The whole record takes this feel and experiments with it. Sometimes it works out; sometimes it seems a
little over-the-top. While songs like “Leave This Place Alone” does a great job of channeling its inner Elvis Costello and creates a contemporary take on the style. Tracks like “There Is No Curse” may reach a little too far and fall flat. Very clearly pulling on Abbey Road-era Beatles, this track is just trying too much at once – and while it is a very admirable attempt at the style it ends up leaving the listener wanting more, but ultimately knowing that the only way to get it is to actually listen to Abbey Road.
The old adage of reaching for the moon and landing among the stars applies aptly to Benjamin A. Harper
and his debut LP. Although, this collection of reworked demos he’s put together over the past decade or
so does read like an anthology of a very creative mind, the influences he’s pulling on do more to weigh
his music down than to offer a shoulder to stand upon – even if, at times, he does it so well.

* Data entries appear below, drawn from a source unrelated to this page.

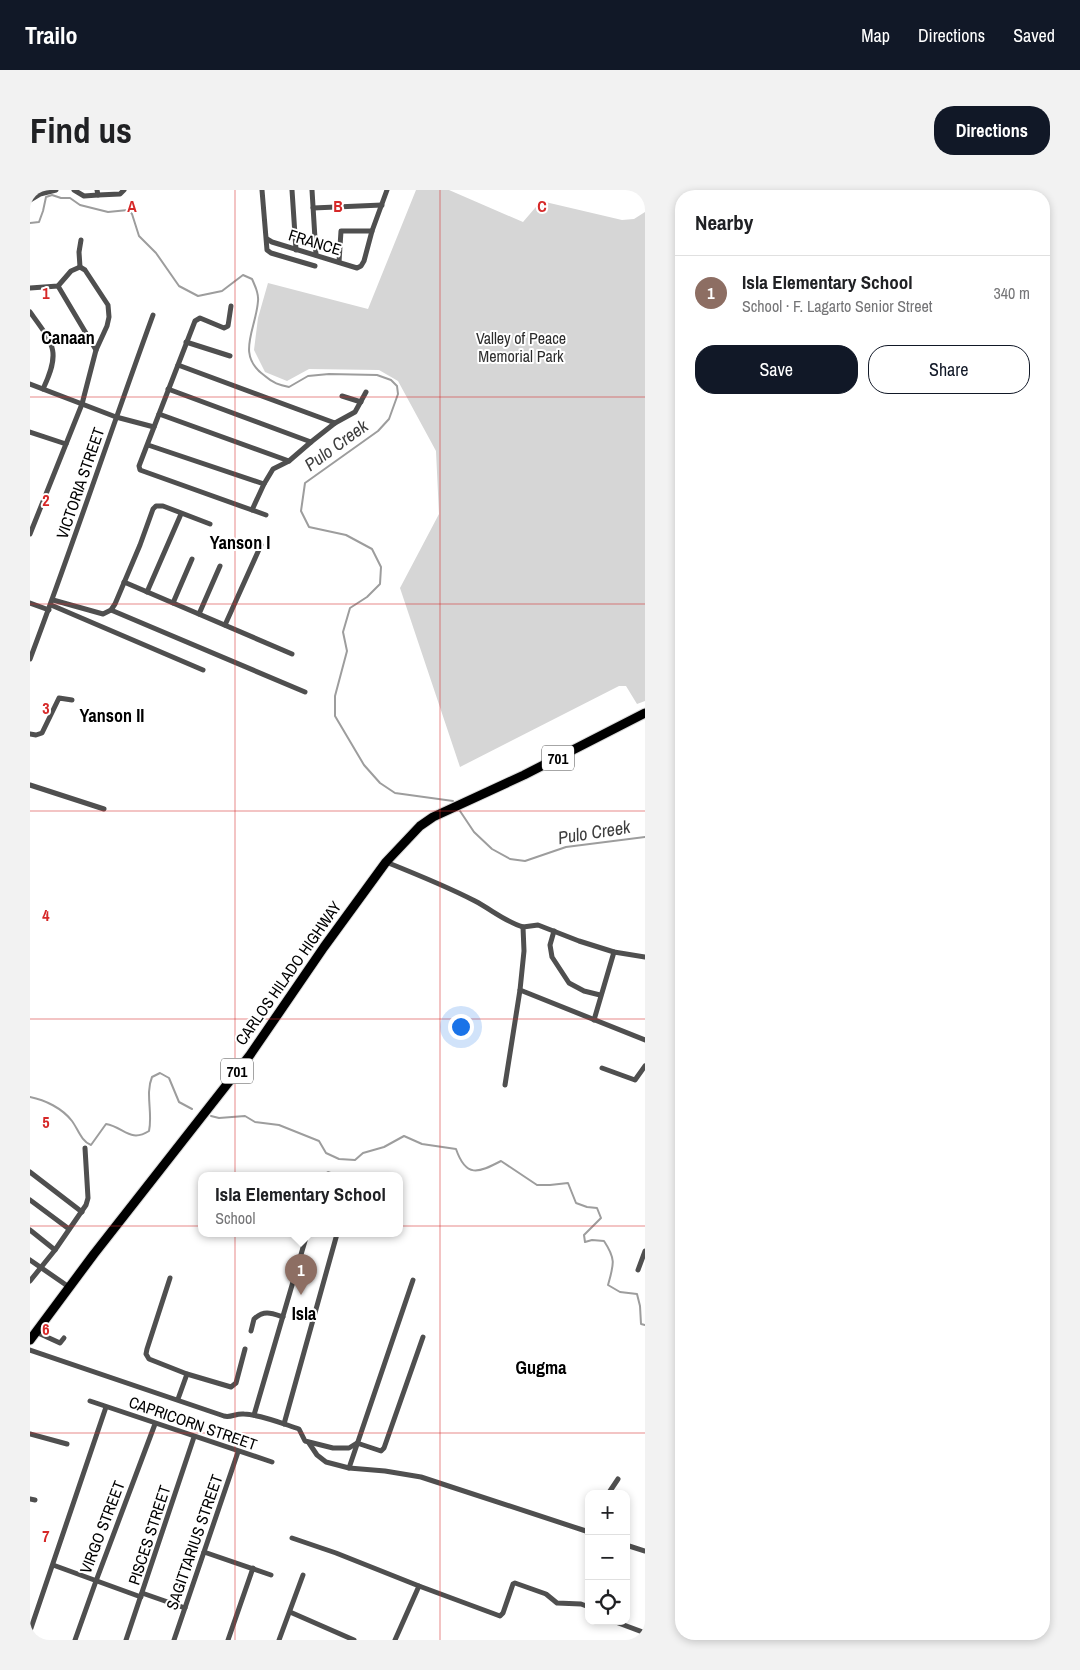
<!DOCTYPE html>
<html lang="en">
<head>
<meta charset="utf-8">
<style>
	body { margin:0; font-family:"Archivo Narrow",sans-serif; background:#f2f2f2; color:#202124 }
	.controls { position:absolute; right:15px; bottom:15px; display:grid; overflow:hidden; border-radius:10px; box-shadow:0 2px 8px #0003 }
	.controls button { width:45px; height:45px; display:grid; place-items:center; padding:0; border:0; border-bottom:1px solid #e0e0e0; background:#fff; color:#202124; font:25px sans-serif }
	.you { position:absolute; left:430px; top:836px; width:18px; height:18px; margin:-12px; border:4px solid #fff; border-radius:50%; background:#1a73e8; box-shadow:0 0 0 8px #1a73e833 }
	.badge { display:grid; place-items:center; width:32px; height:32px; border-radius:50%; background:#111827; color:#fff; font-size:16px; font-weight:700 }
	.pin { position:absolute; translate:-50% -41px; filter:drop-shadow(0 1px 2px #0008) }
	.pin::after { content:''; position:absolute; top:26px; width:18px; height:15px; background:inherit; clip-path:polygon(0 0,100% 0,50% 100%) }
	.popup { position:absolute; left:168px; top:982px; width:205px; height:65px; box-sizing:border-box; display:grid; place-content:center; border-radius:10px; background:#fff; filter:drop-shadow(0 1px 4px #0005); font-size:16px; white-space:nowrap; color:#757577 }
	.popup b { font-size:19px; color:#202124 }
	.popup::after { content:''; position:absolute; left:50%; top:100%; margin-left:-10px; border:10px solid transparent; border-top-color:#fff }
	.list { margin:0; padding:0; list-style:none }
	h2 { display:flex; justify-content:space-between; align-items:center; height:65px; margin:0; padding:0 20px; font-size:21px }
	h2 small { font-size:16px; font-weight:400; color:#757577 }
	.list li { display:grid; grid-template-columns:32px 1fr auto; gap:15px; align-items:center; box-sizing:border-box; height:75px; padding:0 20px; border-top:1px solid #e0e0e0 }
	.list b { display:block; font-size:19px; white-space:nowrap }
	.list p { margin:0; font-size:16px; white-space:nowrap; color:#757577 }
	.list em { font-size:16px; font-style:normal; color:#757577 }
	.actions { display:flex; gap:10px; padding:15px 20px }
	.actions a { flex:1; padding:11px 0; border:1px solid #111827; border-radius:20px; text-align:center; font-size:18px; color:#111827 }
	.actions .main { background:#111827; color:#fff }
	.icon { flex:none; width:28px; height:28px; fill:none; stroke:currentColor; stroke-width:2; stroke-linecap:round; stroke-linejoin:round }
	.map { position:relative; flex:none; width:615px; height:1450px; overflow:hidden; border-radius:20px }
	header { display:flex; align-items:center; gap:30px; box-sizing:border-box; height:70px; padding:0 25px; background:#111827; color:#fff }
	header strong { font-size:24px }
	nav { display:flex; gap:28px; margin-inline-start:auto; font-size:18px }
	.intro { display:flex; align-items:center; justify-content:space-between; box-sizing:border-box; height:120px; padding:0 30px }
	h1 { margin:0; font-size:35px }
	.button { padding:12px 22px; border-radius:20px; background:#111827; color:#fff; font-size:18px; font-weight:700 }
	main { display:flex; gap:30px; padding:0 30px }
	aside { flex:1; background:#fff; border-radius:20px; box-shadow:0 2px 8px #0003 }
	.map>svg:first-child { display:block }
	.green { fill:#d6d6d6 }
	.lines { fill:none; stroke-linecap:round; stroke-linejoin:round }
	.stream { stroke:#9d9d9d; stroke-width:2 }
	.primary-casing { stroke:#dbdbdb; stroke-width:11 }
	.street { stroke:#4f4f4f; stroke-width:5 }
	.primary { stroke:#000; stroke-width:9 }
	.grid { fill:none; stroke:#d62828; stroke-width:1; stroke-opacity:0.55 }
	.labels { text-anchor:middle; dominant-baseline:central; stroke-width:4; stroke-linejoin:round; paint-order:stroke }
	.shield { fill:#fff; stroke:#4c4c4c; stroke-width:1 }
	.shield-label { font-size:15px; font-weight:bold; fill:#000 }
	.street-label { font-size:16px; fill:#000; stroke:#fff }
	.park-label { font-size:16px; fill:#2d2d2d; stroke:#fff }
	.neighbourhood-label { font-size:18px; font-weight:bold; fill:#000; stroke:#fff }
	.water-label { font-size:18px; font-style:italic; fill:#3e3e3e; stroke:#fff }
	.grid-label { font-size:16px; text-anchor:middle; font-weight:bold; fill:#d62828; stroke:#fff; stroke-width:4; stroke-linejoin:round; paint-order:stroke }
</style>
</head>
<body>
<header>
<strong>Trailo</strong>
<nav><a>Map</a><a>Directions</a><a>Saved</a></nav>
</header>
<div class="intro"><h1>Find us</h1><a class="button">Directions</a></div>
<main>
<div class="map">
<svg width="615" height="1450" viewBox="0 0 615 1450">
	<rect width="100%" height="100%" fill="#fff"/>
	<!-- green -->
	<polygon class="green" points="386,0 419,0 493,32 511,11 592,30 604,29 615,22 615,511 607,514 596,496 589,496 430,577 370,398 409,324 406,261 368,191 349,180 279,179 257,191 235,182 224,160 228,128 238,93 338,119"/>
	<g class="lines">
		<!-- stream -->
		<g class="stream">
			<path d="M0,33L9,32L13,21L16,7L22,5L31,8H40L50,15L78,22L98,20L102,24L109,46L126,63L149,96L168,106L192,101L213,85L222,89C225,96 229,103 228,111C226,140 205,165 235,186C243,193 249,195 259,197L278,186L299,184L347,185L361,190L367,196L368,204L359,229L348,241L275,293L271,321L279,337L316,345L342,359L351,377L350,394L337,407L320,418L313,442L317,461L305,506V526L334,575L350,593L365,603L423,611L425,614"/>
			<polyline points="428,618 444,642 462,659 480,669 495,671 536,657 615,647"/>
			<path d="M0,907C15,910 32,918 42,931C48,939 51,951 61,955L76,934C94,937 100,953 119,941C123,923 115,904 122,887L130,883L139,888L149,912L162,919"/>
			<path d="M181,926L189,928L215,926L225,932L249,935L289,951L296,963L309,969L325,970L333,963L354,957L374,946L392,954L426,959C436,988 448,983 471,971L507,995H520L538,993L546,1013L557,1017L567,1018L571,1028L554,1045L555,1052L562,1050L574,1051C586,1069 584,1074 578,1095L590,1102L607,1104L610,1116L611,1134L615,1135"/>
		</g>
		<!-- primary casing -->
		<g class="primary-casing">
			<polyline id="primary" points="0,1150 64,1064 220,865 294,757 356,672 390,636 403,627 494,585 615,523"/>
		</g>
		<!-- street -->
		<g class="street">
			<polyline points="44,0 54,6 68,5"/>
			<polyline points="67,0 68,5 90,4 94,0"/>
			<polyline points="232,0 237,60 241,63 285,76"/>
			<polyline points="262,0 266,60"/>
			<polyline points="282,0 286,65"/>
			<polyline points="0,10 10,4 26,0"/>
			<polyline points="283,18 352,15"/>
			<polyline points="237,49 242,52 327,78 331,76 334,71 342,41 357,0"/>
			<polyline points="309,72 311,41 342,41"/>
			<polyline points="50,77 49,62 51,50"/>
			<polyline points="28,96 66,160"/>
			<polyline points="0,98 28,96 41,81 50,77"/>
			<path d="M0,122C24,155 31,161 13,199"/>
			<polyline points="156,152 200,166"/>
			<polyline points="148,175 305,233 325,222 336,202"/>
			<polyline points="0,194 86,227 124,237 165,131 170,128 194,138 198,136 201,116"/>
			<polyline points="138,199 281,252 305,233"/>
			<polyline points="312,206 331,212"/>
			<polyline points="129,224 259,271"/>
			<polyline points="124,237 109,276 110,280 222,320 234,294 243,279 259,271 281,252"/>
			<polyline points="0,242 36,254"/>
			<polyline points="118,255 234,294"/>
			<polyline points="222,320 236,325"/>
			<polyline points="0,344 52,214 66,160 77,136 79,127 78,115 55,80 50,77"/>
			<polyline points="94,392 262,464"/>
			<polyline points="117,402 151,324"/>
			<polyline points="23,410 73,424 81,420 85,414 110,355 123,319 126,316 133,316 180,334"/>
			<polyline points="0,413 19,420"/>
			<polyline points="143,413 162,369"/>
			<polyline points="21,415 173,480"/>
			<polyline points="81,420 275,502"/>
			<polyline points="169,424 190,376"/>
			<polyline points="195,435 231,355"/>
			<path d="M0,469C43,355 81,240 123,125"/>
			<polyline points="0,544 6,545 12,543 29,508 42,510"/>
			<polyline points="0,595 74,619"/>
			<path d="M356,672C386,684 416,696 445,711C462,720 476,732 493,737"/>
			<polyline points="524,741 520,755 522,767 539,793 554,801 570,805"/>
			<polyline points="615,767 584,762 549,751 508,735 493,737 494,761 490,800 615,850"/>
			<polyline points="564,830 584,762"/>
			<polyline points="572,878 605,890 615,876"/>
			<polyline points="475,895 490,800"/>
			<polyline points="0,982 52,1022"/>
			<polyline points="294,986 298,984 308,986"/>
			<polyline points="0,1010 39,1039"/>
			<polyline points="0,1040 25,1060"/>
			<polyline points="0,1070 39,1097"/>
			<polyline points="608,1080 615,1061"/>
			<polyline points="140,1088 117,1159 116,1164 119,1169 157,1184 201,1197 206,1193 215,1159"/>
			<polyline points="0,1091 25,1060 56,1015 58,1008 55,958"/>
			<path d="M221,1141L224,1129C234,1120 241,1123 253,1127"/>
			<polyline points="6,1142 30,1153 34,1148"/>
			<path d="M0,1160L194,1226C201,1228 206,1223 214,1224C232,1225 251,1233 269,1239L275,1251L303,1258H319L327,1253L351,1261L354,1258L393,1147"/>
			<polyline points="148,1209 157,1184"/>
			<polyline points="60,1211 242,1272"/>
			<polyline points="224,1225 277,1044"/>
			<polyline points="254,1234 307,1044"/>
			<polyline points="0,1244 37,1254"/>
			<polyline points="279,1253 287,1265 296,1272 319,1278 355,1281 391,1287 559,1342"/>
			<polyline points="319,1278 383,1090"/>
			<polyline points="578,1304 588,1289"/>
			<polyline points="0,1309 5,1310"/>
			<polyline points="262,1348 306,1363 389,1396 365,1450"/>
			<polyline points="596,1355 615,1361"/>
			<polyline points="174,1362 241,1385"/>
			<polyline points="23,1375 111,1407"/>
			<polyline points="389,1396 470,1426 473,1423 483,1394 485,1393 516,1404 527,1413 551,1414 559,1417"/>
			<polyline points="112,1403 155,1418"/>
			<polyline points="260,1422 324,1450"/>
			<polyline points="583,1431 615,1443"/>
			<polyline points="0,1441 76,1217"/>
			<polyline points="45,1450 66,1391 125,1234"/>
			<polyline points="96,1450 164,1247"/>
			<polyline points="144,1450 208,1262"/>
			<polyline points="198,1450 223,1378"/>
			<polyline points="249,1450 273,1385"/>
		</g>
		<!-- primary -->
		<use href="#primary" class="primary"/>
	</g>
	<!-- grid -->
	<path class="grid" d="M205,0V1450M410,0V1450M0,207H615M0,414H615M0,621H615M0,829H615M0,1036H615M0,1243H615"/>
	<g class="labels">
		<!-- shield labels -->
		<g class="shield">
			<rect x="512" y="555.5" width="32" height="25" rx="4"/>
			<rect x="191" y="868.5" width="32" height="25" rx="4"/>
		</g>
		<g class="shield-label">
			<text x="528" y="568">701</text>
			<text x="207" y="881">701</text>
		</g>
		<!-- street labels -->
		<g class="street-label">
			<text transform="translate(285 52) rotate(17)">FRANCE</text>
			<text transform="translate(50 293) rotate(-71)">VICTORIA STREET</text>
			<text transform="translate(258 783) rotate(-55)">CARLOS HILADO HIGHWAY</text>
			<text transform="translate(163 1233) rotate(19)">CAPRICORN STREET</text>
			<text transform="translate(72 1337) rotate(-69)">VIRGO STREET</text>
			<text transform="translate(119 1345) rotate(-72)">PISCES STREET</text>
			<text transform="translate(164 1352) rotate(-71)">SAGITTARIUS STREET</text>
		</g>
		<!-- park labels -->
		<g class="park-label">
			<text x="491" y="148">Valley of Peace<tspan x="491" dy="18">Memorial Park</tspan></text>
		</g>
		<!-- neighbourhood labels -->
		<g class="neighbourhood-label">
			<text x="38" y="147">Canaan</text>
			<text x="210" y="352">Yanson I</text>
			<text x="82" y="525">Yanson II</text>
			<text x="274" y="1123">Isla</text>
			<text x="511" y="1177">Gugma</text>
		</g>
		<!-- water labels -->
		<g class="water-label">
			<text transform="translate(306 255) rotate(-36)">Pulo Creek</text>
			<text transform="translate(564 642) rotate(-9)">Pulo Creek</text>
		</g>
	</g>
	<g class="grid-label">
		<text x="102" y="22">A</text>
		<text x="308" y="22">B</text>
		<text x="512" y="22">C</text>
		<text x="16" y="109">1</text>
		<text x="16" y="316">2</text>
		<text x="16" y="524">3</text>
		<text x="16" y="731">4</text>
		<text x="16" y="938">5</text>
		<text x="16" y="1145">6</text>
		<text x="16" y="1352">7</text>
	</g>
</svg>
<div class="controls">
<button>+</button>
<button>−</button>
<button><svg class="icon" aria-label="locate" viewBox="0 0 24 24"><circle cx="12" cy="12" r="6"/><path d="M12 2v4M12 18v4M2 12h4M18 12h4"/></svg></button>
</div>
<div class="you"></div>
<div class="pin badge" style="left:271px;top:1105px;background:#8d6e63">1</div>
<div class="popup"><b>Isla Elementary School</b>School</div>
</div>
<aside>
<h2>Nearby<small></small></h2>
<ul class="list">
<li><span class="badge" style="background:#8d6e63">1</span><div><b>Isla Elementary School</b><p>School · F. Lagarto Senior Street</p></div><em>340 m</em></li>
</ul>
<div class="actions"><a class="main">Save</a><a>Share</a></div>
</aside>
</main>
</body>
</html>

Coincidentally, this applies equally to the Nashville scene itself. If only they were able to shake the
ghosts of the past, the talent is there to do something truly creative and masterful. Get Thee Behind Me might be the beginning of a wave of the Nashville-renaissance I’ve been waiting for, or it could just be another treasure left behind from when the last wave went back out to sea.